Since the 1960s, electric guitar players in rock music bands using loud guitar amplifiers, speaker cabinets and distortion effects have intentionally created guitar feedback to create different sounds including long sustained tones that cannot be produced using standard playing techniques. The sound of guitar feedback is considered to be a desirable musical effect in heavy metal music, hardcore punk and grunge. Jimi Hendrix was an innovator in the intentional use of guitar feedback in his guitar solos to create unique musical sounds.
The conditions for feedback follow the Barkhausen stability criterion, namely that, with sufficiently high gain, a stable oscillation can (and usually will) occur in a feedback loop whose frequency is such that the phase delay is an integer multiple of 360 degrees and the gain at that frequency is equal to 1. If the small-signal gain is greater than 1 for some frequency then the system will start to oscillate at that frequency because noise at that frequency will be amplified. Sound will be produced without anyone actually playing. The sound level will increase until the output starts clipping, reducing the loop gain to exactly unity. This is the principle upon which electronic oscillators are based; in that case, although the feedback loop is purely electronic, the principle is the same. If the gain is large but slightly less than 1, then ringing will be introduced, but only when at least some input sound is already being sent through the system.

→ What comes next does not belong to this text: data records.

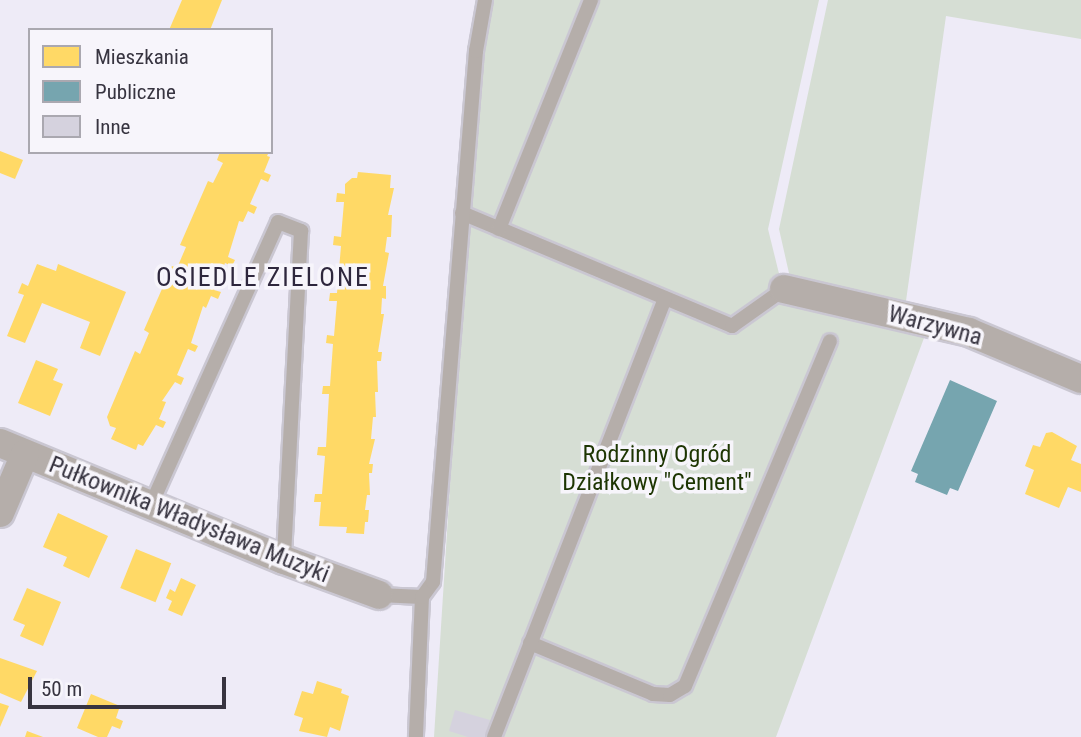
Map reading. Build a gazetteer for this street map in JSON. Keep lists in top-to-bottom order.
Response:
{
  "streets": {
    "street": ["Warzywna", "Pułkownika Władysława Muzyki"]
  },
  "districts": ["OSIEDLE ZIELONE"],
  "parks": ["Rodzinny Ogród Działkowy \"Cement\""],
  "legend": ["Mieszkania", "Publiczne", "Inne"],
  "scale_bar": "50 m"
}
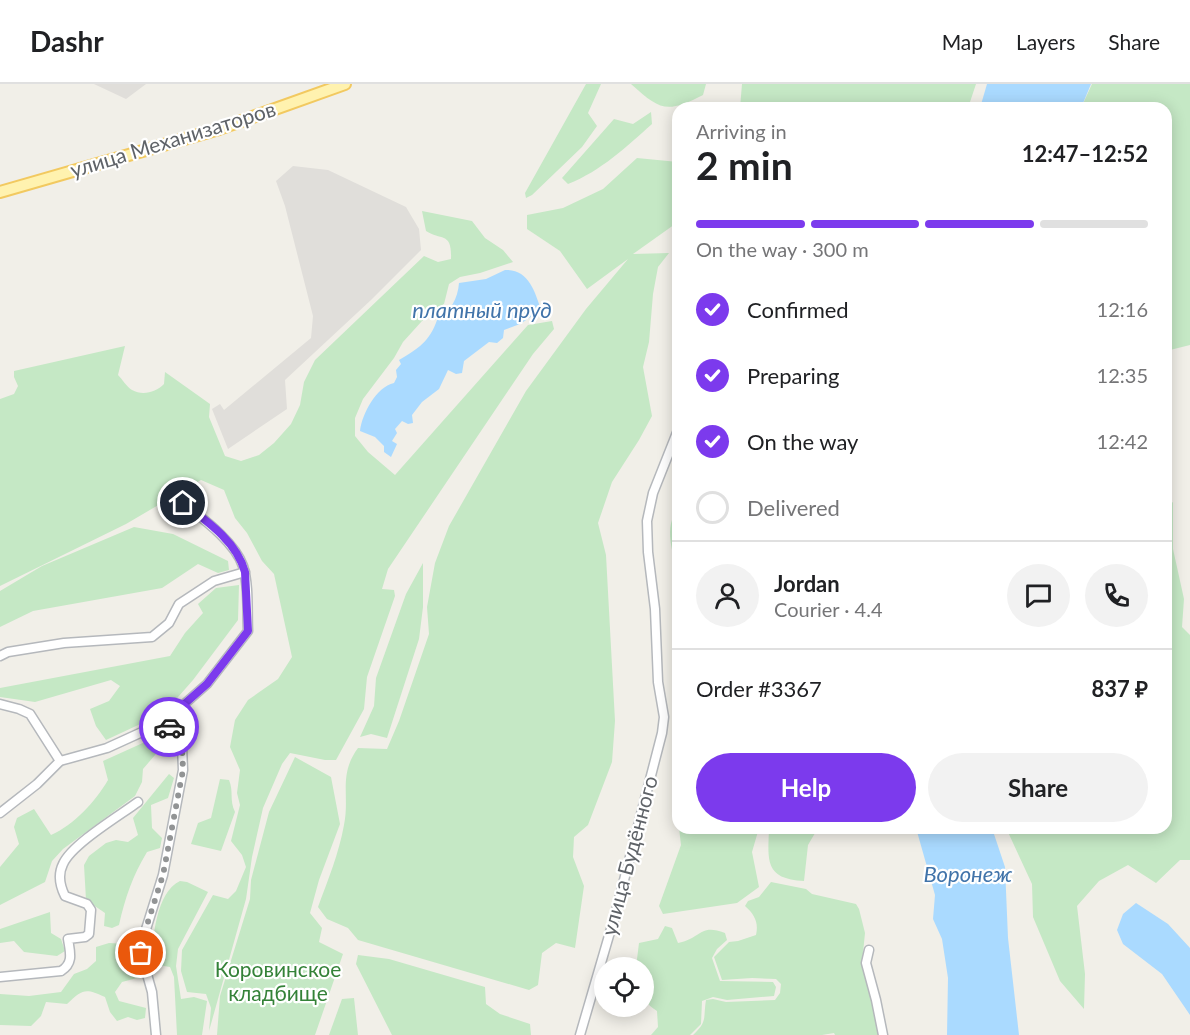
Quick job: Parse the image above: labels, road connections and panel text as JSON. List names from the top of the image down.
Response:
{
  "streets": {
    "main road": ["улица Механизаторов"],
    "street": ["улица Будённого"]
  },
  "water": ["платный пруд", "Воронеж"],
  "parks": ["Коровинское кладбище"],
  "page": {
    "header": "Dashr",
    "nav": ["Map", "Layers", "Share"],
    "heading": ["2 min", "Arriving in", "12:47–12:52"],
    "panel": [
      "Jordan",
      "Courier · 4.4",
      "Order #3367",
      "837 ₽"
    ],
    "bar": "On the way · 300 m",
    "list": [
      ["Confirmed", "12:16"],
      ["Preparing", "12:35"],
      ["On the way", "12:42"],
      "Delivered"
    ],
    "buttons": ["Help", "Share"]
  }
}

Early academic work on acoustical feedback was done by Dr. C. Paul Boner. [2] [3] Boner was responsible for establishing basic theories of acoustic feedback, room-ring modes, and room-sound system equalizing techniques. Boner reasoned that when feedback happened, it did so at one precise frequency. He also reasoned that it could be stopped by inserting a very narrow notch filter at that frequency in the loudspeaker's signal chain. [4] He worked with Gifford White, founder of White Instruments to hand craft notch filters for specific feedback frequencies in specific rooms. [5]
To maximize gain before feedback, the amount of sound energy that is fed back to the microphones must be reduced as much as is practical. As sound pressure falls off with 1/r with respect to the distance r in free space, or up to a distance known as reverberation distance in closed spaces (and the energy density with 1/r²), it is important to keep the microphones at a large enough distance from the speaker systems. As well, microphones should not be positioned in front of speakers and individuals using mics should be asked to avoid pointing the microphone at speaker enclosures.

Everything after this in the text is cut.